All day long I’m all too aware of the bag of condoms in my handbag and can’t wait to go home and get rid of them. After the doctor’s lecture on sexually transmitted diseases just thinking about them makes me feel a bit icky. I feel
ridiculously naive for not even thinking of that. I can’t help remembering Joe’s words ‘there have been a few girls at parties’ and wondering if it’s possible he’s carrying something. I’ve gone from feeling all grown up and womanly to like an inexperienced child again, and cringe at the thought of asking him. I don’t want him to take offence. When I get home I put my Pill packets in my make-up bag so they’re in an easy place for me to remember to take them every morning but stash the bag of condoms and lubricants in the bottom of my wardrobe. As an afterthought I take out one of the condoms and put it in my handbag. I feel a bit guilty for hiding them, especially because I’ve always assumed I would be tackling these issues with Mum’s advice. I know she’ll be hurt when she finds out I haven’t confided in her, and I feel a pang of hurt at the strange gulf that’s opened up between us recently. Because of Dad, I think angrily, slamming the wardrobe door shut.

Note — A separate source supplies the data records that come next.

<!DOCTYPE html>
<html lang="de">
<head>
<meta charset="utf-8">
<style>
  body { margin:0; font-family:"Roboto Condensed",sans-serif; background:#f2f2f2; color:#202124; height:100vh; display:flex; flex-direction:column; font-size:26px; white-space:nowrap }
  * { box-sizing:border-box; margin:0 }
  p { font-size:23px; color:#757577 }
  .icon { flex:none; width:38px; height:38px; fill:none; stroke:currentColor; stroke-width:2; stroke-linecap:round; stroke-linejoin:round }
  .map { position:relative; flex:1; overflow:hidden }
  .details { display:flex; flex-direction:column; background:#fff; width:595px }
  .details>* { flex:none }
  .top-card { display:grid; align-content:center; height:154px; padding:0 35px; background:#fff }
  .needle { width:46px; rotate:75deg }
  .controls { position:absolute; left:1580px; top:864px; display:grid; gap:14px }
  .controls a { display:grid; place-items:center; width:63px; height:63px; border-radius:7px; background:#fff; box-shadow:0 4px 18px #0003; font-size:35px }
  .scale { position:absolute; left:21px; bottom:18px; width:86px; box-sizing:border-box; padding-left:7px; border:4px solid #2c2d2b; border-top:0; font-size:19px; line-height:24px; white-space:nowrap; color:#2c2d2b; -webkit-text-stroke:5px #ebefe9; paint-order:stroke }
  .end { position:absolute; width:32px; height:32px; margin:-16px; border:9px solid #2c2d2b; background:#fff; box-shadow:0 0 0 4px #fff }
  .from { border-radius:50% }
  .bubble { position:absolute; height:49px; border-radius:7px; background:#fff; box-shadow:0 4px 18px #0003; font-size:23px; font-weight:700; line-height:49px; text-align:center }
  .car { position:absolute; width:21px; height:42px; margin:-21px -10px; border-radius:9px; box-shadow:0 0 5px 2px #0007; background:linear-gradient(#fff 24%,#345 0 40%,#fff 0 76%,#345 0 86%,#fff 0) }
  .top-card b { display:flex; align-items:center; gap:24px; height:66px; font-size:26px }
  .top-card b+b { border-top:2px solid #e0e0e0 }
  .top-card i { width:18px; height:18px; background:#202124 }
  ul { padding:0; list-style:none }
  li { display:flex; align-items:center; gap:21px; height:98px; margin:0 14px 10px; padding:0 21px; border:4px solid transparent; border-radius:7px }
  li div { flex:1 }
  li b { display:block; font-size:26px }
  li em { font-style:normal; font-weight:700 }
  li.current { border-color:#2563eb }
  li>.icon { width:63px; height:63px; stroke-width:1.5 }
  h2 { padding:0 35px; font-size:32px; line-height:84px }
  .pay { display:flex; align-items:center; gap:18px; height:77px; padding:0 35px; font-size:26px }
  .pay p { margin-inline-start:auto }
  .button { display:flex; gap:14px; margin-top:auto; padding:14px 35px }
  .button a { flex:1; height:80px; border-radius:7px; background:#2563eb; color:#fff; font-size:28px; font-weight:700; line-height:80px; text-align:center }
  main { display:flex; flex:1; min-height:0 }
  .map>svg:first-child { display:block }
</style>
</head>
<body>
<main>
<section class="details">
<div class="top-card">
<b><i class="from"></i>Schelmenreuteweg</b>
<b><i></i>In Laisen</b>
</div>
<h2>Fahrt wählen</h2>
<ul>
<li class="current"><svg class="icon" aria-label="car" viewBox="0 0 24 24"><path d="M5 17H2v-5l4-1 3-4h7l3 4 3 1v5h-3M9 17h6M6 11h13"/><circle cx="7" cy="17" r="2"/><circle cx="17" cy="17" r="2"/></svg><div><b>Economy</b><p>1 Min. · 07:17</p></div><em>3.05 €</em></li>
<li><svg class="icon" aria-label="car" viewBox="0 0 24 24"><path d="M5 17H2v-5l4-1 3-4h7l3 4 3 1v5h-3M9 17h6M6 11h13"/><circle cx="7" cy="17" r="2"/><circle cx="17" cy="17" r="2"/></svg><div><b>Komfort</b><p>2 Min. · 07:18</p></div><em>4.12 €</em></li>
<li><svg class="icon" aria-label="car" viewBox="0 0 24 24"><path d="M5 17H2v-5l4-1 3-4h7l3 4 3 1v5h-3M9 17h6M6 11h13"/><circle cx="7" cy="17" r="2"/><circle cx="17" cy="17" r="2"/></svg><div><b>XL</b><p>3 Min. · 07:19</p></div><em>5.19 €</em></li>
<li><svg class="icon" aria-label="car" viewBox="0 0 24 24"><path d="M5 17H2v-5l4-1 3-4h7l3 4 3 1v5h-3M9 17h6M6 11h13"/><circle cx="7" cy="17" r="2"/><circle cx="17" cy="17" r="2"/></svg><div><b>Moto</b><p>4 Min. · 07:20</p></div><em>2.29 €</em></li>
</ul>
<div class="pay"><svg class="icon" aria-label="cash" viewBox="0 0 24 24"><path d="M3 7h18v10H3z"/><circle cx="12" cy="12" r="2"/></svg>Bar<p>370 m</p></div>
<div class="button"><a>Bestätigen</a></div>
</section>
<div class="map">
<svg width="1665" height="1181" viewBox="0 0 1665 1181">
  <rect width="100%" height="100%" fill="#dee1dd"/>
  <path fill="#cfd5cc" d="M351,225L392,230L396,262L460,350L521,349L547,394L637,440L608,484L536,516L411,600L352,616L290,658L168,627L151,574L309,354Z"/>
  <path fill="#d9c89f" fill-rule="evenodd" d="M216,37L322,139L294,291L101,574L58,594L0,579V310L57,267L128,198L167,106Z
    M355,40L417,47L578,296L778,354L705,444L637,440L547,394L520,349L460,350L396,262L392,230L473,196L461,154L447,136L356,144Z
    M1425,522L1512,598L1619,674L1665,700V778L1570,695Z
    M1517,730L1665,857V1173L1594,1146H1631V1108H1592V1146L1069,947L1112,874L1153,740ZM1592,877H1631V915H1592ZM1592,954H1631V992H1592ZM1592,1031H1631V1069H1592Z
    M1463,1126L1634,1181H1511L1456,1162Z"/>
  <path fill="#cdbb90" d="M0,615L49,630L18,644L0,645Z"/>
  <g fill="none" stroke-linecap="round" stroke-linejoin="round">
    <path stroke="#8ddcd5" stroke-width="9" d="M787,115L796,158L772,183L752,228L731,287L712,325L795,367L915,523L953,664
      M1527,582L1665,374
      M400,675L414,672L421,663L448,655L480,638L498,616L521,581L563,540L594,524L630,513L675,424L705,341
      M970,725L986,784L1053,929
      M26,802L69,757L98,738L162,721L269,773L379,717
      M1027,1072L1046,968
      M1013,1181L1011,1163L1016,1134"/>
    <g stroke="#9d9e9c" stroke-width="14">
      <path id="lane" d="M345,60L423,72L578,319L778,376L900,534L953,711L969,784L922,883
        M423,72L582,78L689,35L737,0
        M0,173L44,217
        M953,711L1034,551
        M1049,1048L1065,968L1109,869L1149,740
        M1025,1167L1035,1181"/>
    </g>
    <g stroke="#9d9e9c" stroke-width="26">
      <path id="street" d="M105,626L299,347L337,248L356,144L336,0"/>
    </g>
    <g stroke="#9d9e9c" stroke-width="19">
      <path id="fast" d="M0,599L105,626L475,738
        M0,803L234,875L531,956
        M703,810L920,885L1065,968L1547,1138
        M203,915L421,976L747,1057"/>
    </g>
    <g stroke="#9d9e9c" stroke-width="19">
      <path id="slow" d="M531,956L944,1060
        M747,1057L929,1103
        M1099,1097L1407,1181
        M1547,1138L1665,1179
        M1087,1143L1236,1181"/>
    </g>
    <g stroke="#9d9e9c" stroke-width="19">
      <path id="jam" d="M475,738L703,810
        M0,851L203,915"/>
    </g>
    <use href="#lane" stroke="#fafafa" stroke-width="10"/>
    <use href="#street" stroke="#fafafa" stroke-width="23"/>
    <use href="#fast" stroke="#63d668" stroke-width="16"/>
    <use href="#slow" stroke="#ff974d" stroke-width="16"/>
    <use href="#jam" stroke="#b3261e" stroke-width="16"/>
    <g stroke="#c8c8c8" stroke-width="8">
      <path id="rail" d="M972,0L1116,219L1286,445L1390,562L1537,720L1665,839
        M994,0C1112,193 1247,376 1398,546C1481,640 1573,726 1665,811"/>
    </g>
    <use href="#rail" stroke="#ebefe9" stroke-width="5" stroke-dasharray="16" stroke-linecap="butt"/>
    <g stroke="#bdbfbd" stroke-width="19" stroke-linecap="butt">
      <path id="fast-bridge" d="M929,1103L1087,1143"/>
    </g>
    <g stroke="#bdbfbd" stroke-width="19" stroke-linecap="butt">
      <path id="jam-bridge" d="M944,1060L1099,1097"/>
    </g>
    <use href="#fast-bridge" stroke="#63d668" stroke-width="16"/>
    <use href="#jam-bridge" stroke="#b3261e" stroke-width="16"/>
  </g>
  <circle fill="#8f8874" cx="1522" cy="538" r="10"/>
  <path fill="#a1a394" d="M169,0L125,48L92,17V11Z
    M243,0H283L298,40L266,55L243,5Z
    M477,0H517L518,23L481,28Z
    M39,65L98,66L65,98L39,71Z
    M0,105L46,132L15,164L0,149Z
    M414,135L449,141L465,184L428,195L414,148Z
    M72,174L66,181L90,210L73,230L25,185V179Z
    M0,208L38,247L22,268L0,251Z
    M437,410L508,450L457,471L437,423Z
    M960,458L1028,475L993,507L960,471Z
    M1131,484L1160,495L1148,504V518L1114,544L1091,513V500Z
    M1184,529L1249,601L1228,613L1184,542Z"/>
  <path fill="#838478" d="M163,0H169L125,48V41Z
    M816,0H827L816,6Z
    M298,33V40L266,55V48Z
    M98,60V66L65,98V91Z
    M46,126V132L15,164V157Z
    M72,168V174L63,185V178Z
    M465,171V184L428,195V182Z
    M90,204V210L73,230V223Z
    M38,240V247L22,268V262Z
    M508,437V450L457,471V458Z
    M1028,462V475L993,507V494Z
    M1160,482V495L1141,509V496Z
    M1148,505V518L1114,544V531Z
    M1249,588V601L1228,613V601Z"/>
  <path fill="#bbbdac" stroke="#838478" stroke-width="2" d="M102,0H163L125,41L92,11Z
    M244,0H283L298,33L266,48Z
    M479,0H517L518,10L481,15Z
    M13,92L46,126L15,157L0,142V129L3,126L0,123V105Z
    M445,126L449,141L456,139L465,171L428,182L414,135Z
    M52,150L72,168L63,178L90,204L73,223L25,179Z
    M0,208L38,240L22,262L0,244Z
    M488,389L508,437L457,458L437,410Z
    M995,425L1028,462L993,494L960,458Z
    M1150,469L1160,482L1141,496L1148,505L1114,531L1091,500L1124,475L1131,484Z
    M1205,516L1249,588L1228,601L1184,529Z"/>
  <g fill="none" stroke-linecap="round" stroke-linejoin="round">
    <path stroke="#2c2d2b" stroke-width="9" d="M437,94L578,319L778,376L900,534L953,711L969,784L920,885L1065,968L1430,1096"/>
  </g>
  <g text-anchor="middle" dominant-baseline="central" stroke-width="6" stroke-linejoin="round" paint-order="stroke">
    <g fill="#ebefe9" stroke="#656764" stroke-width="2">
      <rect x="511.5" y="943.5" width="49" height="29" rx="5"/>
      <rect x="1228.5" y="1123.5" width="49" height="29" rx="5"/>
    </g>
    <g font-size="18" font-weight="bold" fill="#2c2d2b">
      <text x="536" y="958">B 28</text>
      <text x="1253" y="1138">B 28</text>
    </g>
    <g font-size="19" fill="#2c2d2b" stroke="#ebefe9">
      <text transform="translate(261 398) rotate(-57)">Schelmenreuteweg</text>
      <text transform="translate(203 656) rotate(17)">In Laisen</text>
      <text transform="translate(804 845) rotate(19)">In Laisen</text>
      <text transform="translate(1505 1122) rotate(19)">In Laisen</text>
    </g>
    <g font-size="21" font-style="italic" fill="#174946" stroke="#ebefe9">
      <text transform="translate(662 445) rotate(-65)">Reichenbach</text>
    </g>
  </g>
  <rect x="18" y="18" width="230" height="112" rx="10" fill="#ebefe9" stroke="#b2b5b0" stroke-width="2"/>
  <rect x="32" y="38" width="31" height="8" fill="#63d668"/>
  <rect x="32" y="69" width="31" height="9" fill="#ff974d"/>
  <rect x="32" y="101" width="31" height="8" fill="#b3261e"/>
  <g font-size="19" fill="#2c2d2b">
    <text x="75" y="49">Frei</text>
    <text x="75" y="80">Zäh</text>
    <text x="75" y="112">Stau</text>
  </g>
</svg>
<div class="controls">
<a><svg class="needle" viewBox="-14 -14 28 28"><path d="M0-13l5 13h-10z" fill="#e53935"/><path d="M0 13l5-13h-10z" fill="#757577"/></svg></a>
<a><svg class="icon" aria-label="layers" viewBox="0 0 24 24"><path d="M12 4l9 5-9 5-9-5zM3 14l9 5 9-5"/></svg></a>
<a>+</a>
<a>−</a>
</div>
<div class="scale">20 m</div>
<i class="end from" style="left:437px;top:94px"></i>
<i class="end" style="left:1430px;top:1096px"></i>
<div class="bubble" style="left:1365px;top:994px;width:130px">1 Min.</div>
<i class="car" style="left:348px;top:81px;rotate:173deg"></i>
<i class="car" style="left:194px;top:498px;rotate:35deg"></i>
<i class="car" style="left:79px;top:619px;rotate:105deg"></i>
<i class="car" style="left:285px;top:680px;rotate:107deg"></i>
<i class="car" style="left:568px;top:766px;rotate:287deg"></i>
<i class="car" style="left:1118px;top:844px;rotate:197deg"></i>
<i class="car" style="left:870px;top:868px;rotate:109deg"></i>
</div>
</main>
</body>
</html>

I can hardly meet her eyes during dinner, and tell her I’m going round a classmates to study when I’m really going to see Joe. He meets me at the park as always, refusing to let me walk through there or the Estate on my own, mostly because of Jason and his crew I think. When we reach his house Steph greets me warmly, winking at me as we head up the stairs. I think of the condom in my bag and blush as I follow Joe into his room. Now is the time to talk about it with him, I know, but the thought of having the conversation makes me want to bolt, just like I wanted to at the doctors but even more strongly. I’m worried he’ll think I’m too forward, going and putting myself on the Pill before I’ve even talked about it with him. Before we’ve even had sex and we’ve only been going out for just over a week. Or maybe he’ll take it as an indication that I’m ready now, and I’m not sure that I am.

I take a deep breath, psyching myself up, while Joe looks
at me with a worried expression on his face.

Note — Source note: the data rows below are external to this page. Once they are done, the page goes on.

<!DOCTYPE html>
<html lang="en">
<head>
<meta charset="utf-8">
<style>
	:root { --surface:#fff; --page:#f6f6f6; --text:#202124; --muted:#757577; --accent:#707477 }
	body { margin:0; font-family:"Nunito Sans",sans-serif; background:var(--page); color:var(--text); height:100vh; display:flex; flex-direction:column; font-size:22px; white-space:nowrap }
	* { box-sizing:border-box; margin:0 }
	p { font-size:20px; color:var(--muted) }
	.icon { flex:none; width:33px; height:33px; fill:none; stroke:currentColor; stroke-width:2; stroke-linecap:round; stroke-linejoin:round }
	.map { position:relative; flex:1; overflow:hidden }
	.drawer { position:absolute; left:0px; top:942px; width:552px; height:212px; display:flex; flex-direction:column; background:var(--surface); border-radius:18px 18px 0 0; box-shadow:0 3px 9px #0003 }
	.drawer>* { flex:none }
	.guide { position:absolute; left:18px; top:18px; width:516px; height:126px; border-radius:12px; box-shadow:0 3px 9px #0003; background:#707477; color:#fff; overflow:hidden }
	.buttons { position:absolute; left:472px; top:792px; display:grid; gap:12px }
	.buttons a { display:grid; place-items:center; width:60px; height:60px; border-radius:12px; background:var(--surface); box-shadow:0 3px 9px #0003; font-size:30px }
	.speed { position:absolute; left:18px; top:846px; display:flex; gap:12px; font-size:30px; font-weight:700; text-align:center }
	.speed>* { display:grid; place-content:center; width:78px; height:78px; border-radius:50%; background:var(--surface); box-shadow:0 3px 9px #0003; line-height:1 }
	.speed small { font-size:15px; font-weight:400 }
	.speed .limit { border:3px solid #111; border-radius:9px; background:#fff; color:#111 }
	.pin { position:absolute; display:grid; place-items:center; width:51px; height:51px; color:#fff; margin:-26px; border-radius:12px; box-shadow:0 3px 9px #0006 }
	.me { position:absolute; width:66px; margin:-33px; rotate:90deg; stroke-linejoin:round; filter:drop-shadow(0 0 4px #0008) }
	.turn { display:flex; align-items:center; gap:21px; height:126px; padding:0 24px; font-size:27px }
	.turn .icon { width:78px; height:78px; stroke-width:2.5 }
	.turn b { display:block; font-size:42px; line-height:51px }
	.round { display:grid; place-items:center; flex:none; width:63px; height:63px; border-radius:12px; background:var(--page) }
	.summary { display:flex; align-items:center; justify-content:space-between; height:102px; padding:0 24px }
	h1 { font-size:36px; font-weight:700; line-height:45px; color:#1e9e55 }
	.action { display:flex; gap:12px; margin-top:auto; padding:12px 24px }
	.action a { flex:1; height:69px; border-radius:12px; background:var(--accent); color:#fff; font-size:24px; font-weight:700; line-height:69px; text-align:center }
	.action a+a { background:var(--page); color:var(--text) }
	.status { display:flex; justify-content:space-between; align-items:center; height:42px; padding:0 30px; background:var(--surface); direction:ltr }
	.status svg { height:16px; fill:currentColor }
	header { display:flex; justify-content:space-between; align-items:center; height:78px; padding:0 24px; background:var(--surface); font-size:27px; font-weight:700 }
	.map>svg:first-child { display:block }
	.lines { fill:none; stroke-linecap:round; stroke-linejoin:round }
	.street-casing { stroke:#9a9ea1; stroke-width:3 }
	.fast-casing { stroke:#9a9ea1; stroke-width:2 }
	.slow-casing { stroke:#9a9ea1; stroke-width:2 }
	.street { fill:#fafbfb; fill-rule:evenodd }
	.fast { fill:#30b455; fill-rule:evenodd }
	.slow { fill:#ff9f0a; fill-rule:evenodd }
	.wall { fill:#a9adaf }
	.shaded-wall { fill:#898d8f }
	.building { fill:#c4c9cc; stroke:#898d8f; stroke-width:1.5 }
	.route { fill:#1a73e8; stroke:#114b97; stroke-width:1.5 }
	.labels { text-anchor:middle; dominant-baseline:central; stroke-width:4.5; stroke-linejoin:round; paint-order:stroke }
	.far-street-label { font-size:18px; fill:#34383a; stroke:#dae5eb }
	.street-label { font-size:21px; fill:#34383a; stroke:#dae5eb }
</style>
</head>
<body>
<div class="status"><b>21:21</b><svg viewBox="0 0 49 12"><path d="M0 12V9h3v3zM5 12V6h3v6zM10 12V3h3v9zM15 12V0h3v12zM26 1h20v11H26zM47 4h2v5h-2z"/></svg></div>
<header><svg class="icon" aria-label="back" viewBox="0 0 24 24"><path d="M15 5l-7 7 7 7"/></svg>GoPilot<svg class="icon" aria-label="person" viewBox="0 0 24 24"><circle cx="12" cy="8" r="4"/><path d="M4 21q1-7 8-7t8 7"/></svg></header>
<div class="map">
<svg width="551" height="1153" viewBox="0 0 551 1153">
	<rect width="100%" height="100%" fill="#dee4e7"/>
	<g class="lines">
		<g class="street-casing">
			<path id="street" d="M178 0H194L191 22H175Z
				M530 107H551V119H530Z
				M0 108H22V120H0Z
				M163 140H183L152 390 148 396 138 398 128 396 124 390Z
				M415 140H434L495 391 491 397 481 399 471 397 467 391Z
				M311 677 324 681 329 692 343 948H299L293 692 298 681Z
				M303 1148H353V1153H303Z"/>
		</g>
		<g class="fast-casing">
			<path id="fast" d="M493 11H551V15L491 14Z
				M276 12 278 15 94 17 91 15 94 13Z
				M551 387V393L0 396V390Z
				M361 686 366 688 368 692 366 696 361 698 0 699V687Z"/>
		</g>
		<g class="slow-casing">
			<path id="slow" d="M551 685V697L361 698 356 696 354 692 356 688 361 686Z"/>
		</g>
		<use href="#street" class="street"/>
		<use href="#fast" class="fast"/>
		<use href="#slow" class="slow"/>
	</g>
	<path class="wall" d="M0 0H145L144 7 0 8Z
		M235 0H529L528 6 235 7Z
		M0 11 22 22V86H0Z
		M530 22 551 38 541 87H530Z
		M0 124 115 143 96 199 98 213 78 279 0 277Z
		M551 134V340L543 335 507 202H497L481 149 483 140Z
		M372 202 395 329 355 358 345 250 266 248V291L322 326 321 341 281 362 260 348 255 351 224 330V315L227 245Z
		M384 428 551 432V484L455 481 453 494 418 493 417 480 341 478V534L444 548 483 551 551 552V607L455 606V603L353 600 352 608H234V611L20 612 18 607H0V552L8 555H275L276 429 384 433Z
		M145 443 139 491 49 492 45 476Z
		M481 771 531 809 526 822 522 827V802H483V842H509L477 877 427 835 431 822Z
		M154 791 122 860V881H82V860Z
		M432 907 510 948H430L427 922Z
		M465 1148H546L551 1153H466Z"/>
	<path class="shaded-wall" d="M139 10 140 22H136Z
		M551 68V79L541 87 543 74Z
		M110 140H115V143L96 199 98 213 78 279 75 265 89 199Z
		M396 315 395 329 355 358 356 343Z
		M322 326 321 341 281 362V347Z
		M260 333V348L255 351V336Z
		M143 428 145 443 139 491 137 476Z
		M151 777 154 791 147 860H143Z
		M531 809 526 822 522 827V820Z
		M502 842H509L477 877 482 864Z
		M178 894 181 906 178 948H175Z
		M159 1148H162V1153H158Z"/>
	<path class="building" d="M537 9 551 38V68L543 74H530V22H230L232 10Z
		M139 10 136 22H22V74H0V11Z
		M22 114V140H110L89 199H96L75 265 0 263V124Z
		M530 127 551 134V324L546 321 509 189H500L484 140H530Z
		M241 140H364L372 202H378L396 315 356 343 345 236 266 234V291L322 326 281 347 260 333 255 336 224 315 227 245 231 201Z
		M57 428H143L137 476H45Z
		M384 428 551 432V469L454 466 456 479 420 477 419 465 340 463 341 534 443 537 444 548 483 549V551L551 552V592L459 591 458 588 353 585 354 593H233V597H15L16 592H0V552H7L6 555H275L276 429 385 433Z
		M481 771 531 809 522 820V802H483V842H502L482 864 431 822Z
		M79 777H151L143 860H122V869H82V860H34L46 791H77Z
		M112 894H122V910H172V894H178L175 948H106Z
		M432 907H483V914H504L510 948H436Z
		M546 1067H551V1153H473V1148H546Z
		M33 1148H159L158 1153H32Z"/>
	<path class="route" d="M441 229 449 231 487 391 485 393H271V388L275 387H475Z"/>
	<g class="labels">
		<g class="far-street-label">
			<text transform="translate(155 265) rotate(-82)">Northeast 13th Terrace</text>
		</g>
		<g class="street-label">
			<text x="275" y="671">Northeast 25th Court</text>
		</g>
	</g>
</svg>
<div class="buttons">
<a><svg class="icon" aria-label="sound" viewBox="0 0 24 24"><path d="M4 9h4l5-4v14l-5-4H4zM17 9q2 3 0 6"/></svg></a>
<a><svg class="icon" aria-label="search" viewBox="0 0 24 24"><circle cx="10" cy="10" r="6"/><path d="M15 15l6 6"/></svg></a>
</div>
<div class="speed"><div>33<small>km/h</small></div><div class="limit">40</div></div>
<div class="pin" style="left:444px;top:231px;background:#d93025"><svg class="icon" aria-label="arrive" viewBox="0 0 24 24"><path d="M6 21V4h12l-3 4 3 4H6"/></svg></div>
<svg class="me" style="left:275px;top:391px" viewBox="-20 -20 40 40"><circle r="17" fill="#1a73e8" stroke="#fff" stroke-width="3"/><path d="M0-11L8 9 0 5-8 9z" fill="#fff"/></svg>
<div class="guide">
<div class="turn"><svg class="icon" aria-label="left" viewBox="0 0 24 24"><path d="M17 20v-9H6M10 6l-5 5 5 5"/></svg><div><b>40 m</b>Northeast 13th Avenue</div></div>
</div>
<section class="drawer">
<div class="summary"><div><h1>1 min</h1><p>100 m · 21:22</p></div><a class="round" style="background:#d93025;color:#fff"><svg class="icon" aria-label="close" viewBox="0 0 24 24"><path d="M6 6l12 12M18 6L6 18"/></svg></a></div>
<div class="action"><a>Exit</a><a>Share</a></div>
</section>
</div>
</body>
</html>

‘Aren’t you going to sit down?’

‘I need to tell you something.’

A shadow crosses his face and he folds him arms, his face taking on the sullen expression he had when I met him. I falter, unsure how to continue. He’s virtually glaring at me now.

‘Well, go on then, spit it out.’ His tone makes me wince.

‘I talked to the doctor about going on the Pill today, and I was just wondering’ —my words come out in such a rush they’re tripping over each other—‘if we need to use anything else when, if, we have sex, because you, er, said you’d been with a few girls.’ The last bit comes out as one long exhale and I gasp with relief as I finish, peering at him anxiously. He takes me by surprise as he closes the distance between us and pulls me into a hug. He feels like he’s trembling and as I look up I see he’s struggling not to laugh.